Excerpted records:

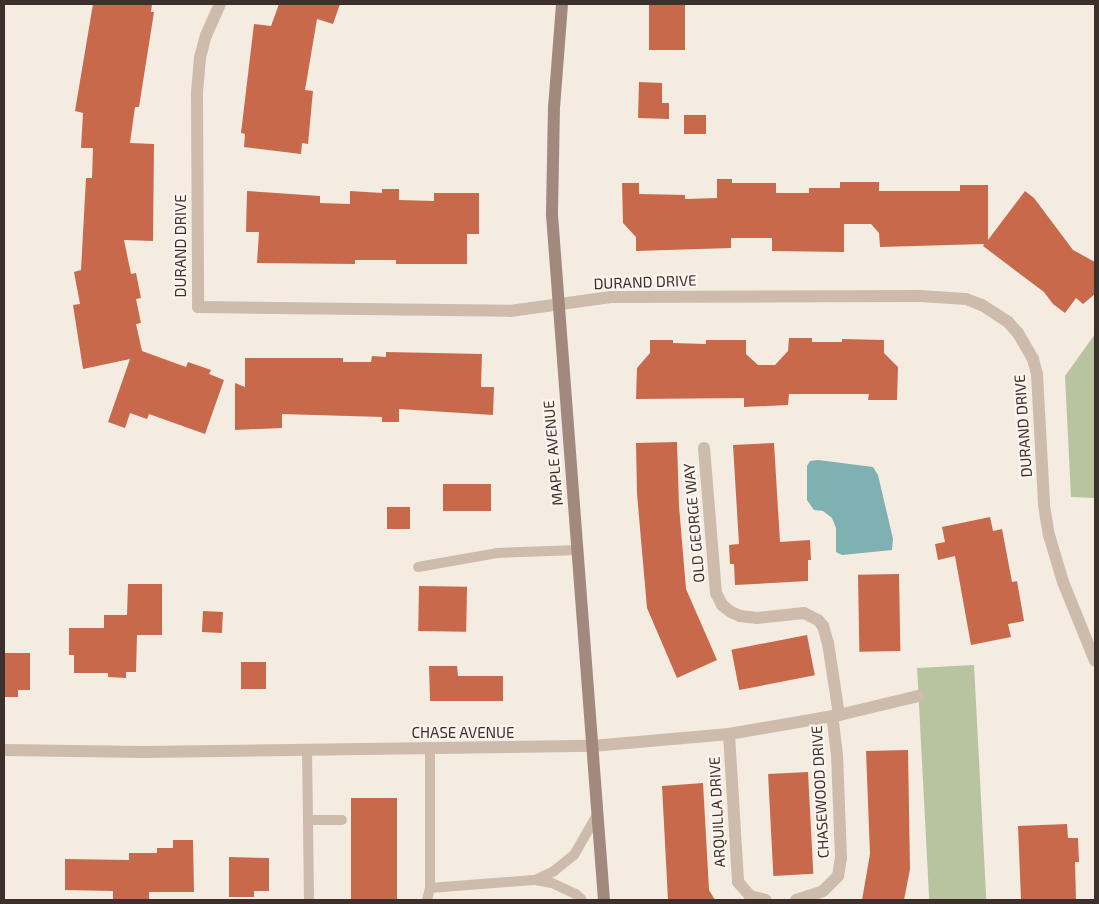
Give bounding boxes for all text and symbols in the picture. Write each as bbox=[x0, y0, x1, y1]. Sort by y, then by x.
street label: DURAND DRIVE bbox=[172, 194, 190, 298]
street label: DURAND DRIVE bbox=[593, 271, 697, 293]
street label: DURAND DRIVE bbox=[1010, 374, 1036, 478]
street label: MAPLE AVENUE bbox=[539, 399, 567, 507]
street label: OLD GEORGE WAY bbox=[680, 462, 708, 584]
street label: CHASE AVENUE bbox=[411, 724, 515, 742]
street label: CHASEWOOD DRIVE bbox=[808, 725, 832, 859]
street label: ARQUILLA DRIVE bbox=[705, 756, 729, 868]

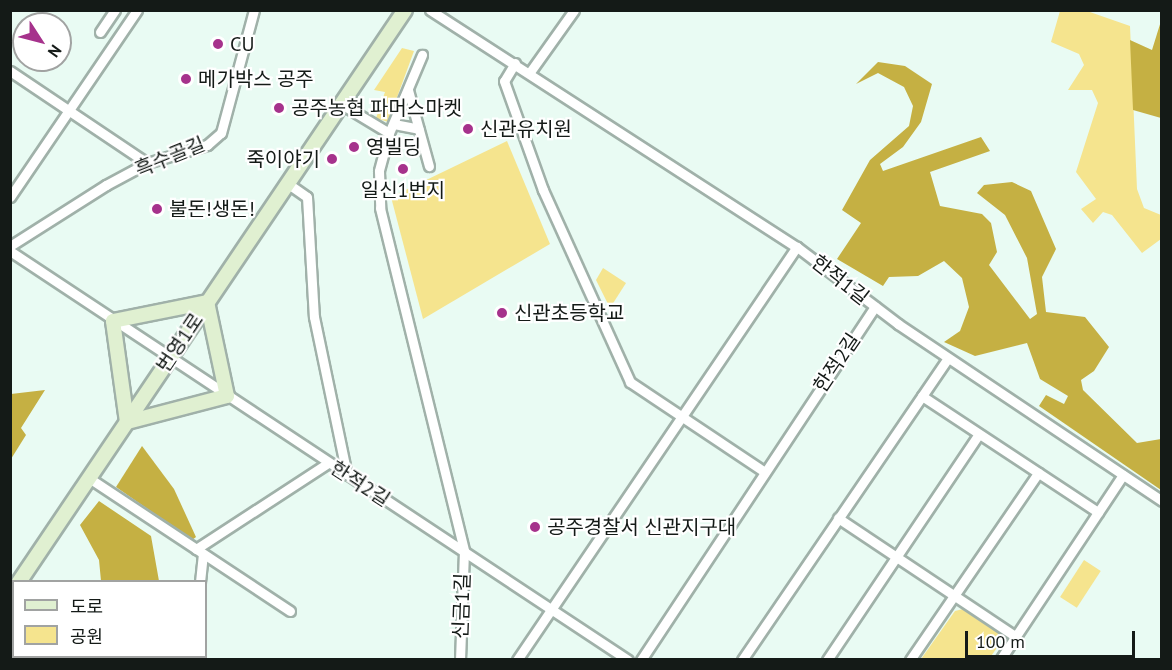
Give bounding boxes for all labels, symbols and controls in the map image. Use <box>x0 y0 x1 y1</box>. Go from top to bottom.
north arrow <box>12 12 72 72</box>
place label: CU <box>230 32 254 56</box>
marker: CU <box>211 37 225 51</box>
text: N <box>44 41 66 62</box>
place label: 메가박스 공주 <box>198 67 314 91</box>
marker: 메가박스 공주 <box>179 72 193 86</box>
place label: 공주농협 파머스마켓 <box>291 96 462 120</box>
marker: 공주농협 파머스마켓 <box>272 101 286 115</box>
place label: 신관유치원 <box>480 117 572 141</box>
marker: 신관유치원 <box>461 122 475 136</box>
street label: 흑수골길 <box>131 132 209 182</box>
place label: 영빌딩 <box>366 135 421 159</box>
marker: 영빌딩 <box>347 140 361 154</box>
place label: 죽이야기 <box>246 147 320 171</box>
marker: 죽이야기 <box>325 152 339 166</box>
marker: 일신1번지 <box>396 162 410 176</box>
place label: 일신1번지 <box>361 178 445 202</box>
place label: 불돈!생돈! <box>169 197 255 221</box>
marker: 불돈!생돈! <box>150 202 164 216</box>
street label: 한적1길 <box>807 250 873 310</box>
place label: 신관초등학교 <box>514 301 624 325</box>
marker: 신관초등학교 <box>495 306 509 320</box>
street label: 번영1로 <box>152 309 208 377</box>
street label: 한적2길 <box>809 329 865 397</box>
street label: 한적2길 <box>326 456 394 512</box>
place label: 공주경찰서 신관지구대 <box>547 515 736 539</box>
marker: 공주경찰서 신관지구대 <box>528 520 542 534</box>
street label: 신금1길 <box>449 573 475 639</box>
legend <box>12 580 207 658</box>
text: 도로 <box>70 595 103 618</box>
scale bar <box>968 619 1138 657</box>
text: 공원 <box>70 625 103 648</box>
text: 100 m <box>976 630 1025 653</box>

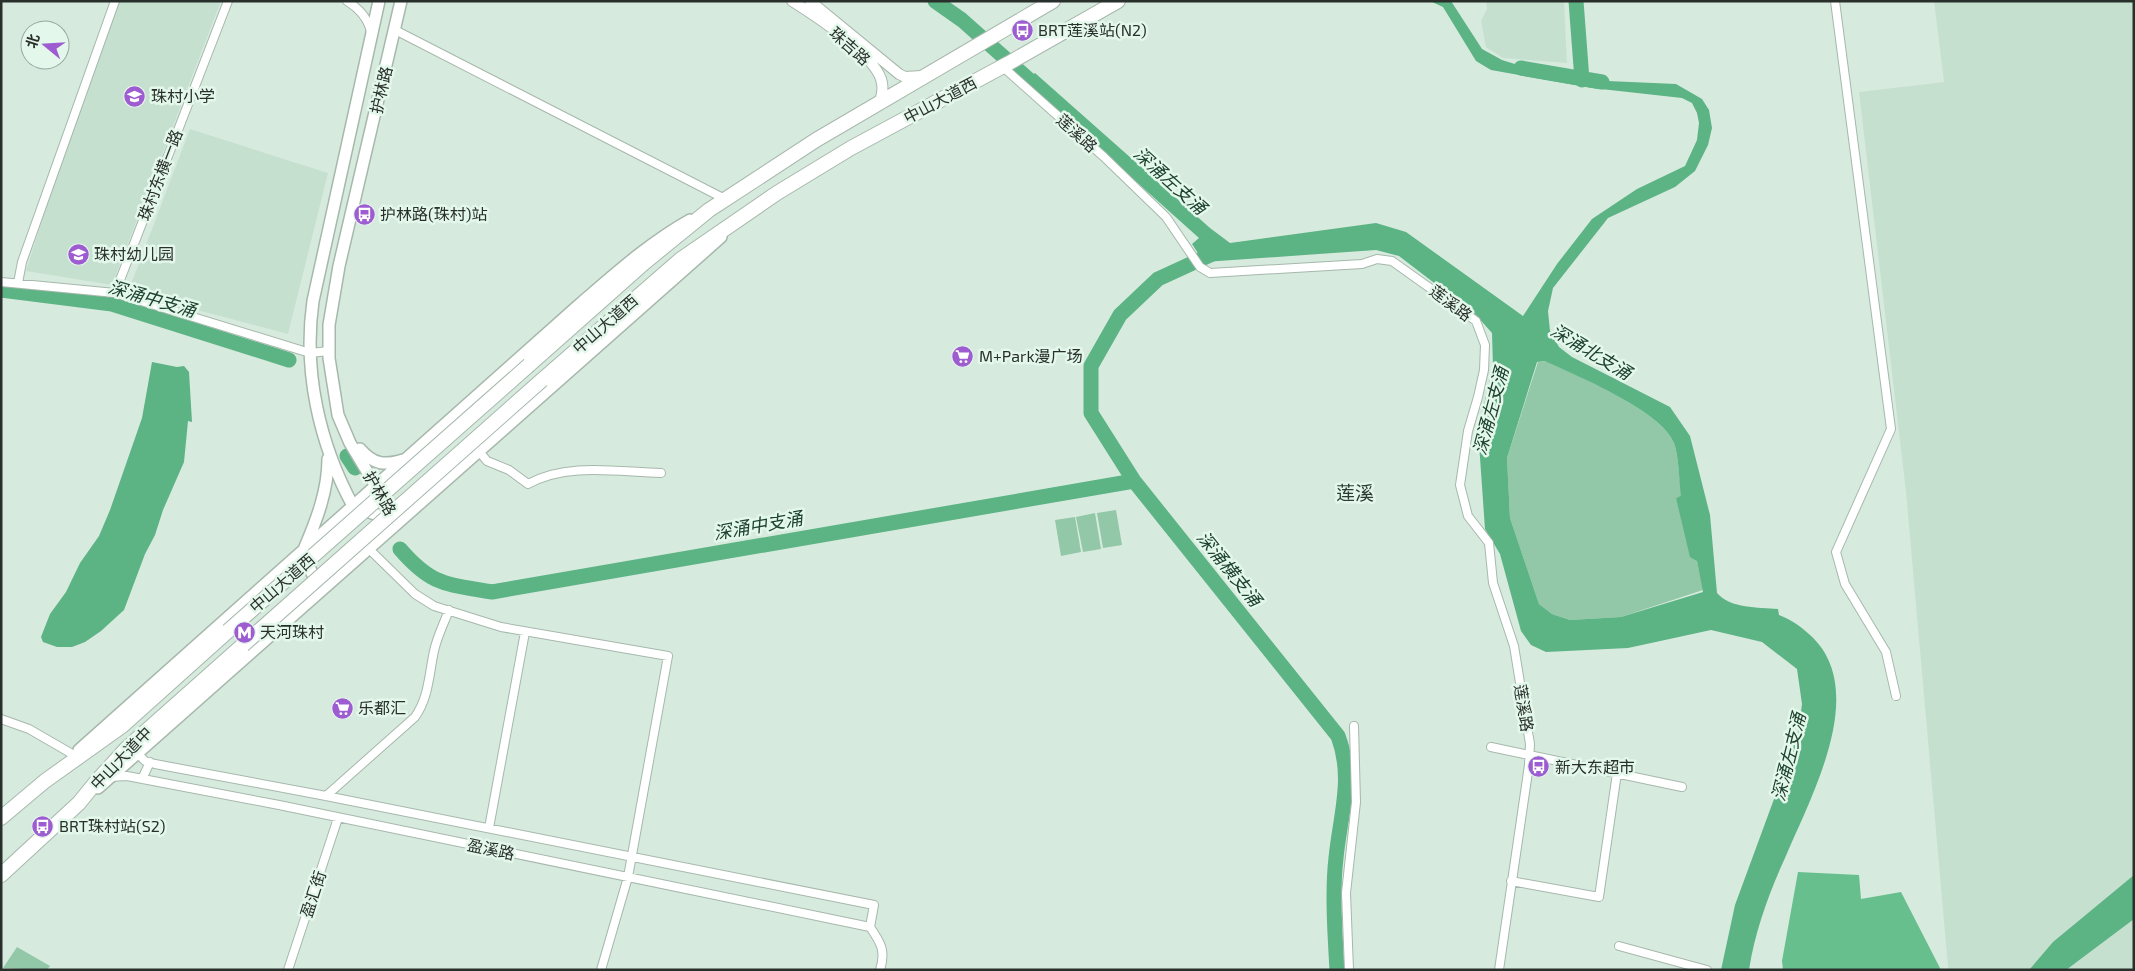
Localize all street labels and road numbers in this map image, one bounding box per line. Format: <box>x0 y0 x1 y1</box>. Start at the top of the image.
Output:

Task goal: The listing above is to be set down word for word, without its images.

Response box:
Give bounding boxes for all text and symbols in the picture. Write each as bbox=[x0, y0, x1, y1]. Sort by y, then by x.
street label: DURAND DRIVE bbox=[172, 194, 190, 298]
street label: DURAND DRIVE bbox=[593, 271, 697, 293]
street label: DURAND DRIVE bbox=[1010, 374, 1036, 478]
street label: MAPLE AVENUE bbox=[539, 399, 567, 507]
street label: OLD GEORGE WAY bbox=[680, 462, 708, 584]
street label: CHASE AVENUE bbox=[411, 724, 515, 742]
street label: CHASEWOOD DRIVE bbox=[808, 725, 832, 859]
street label: ARQUILLA DRIVE bbox=[705, 756, 729, 868]

Give bounding boxes for all labels, symbols and controls in the map image. Use <box>x0 y0 x1 y1</box>. Go from top to bottom.
north arrow <box>12 12 72 72</box>
place label: CU <box>230 32 254 56</box>
marker: CU <box>211 37 225 51</box>
text: N <box>44 41 66 62</box>
place label: 메가박스 공주 <box>198 67 314 91</box>
marker: 메가박스 공주 <box>179 72 193 86</box>
place label: 공주농협 파머스마켓 <box>291 96 462 120</box>
marker: 공주농협 파머스마켓 <box>272 101 286 115</box>
place label: 신관유치원 <box>480 117 572 141</box>
marker: 신관유치원 <box>461 122 475 136</box>
street label: 흑수골길 <box>131 132 209 182</box>
place label: 영빌딩 <box>366 135 421 159</box>
marker: 영빌딩 <box>347 140 361 154</box>
place label: 죽이야기 <box>246 147 320 171</box>
marker: 죽이야기 <box>325 152 339 166</box>
marker: 일신1번지 <box>396 162 410 176</box>
place label: 일신1번지 <box>361 178 445 202</box>
place label: 불돈!생돈! <box>169 197 255 221</box>
marker: 불돈!생돈! <box>150 202 164 216</box>
street label: 한적1길 <box>807 250 873 310</box>
place label: 신관초등학교 <box>514 301 624 325</box>
marker: 신관초등학교 <box>495 306 509 320</box>
street label: 번영1로 <box>152 309 208 377</box>
street label: 한적2길 <box>809 329 865 397</box>
street label: 한적2길 <box>326 456 394 512</box>
place label: 공주경찰서 신관지구대 <box>547 515 736 539</box>
marker: 공주경찰서 신관지구대 <box>528 520 542 534</box>
street label: 신금1길 <box>449 573 475 639</box>
legend <box>12 580 207 658</box>
text: 도로 <box>70 595 103 618</box>
scale bar <box>968 619 1138 657</box>
text: 공원 <box>70 625 103 648</box>
text: 100 m <box>976 630 1025 653</box>

Localize all street labels and road numbers in this map image, one bounding box per line. Format: <box>x0 y0 x1 y1</box>. Start at the top of the image.
Output:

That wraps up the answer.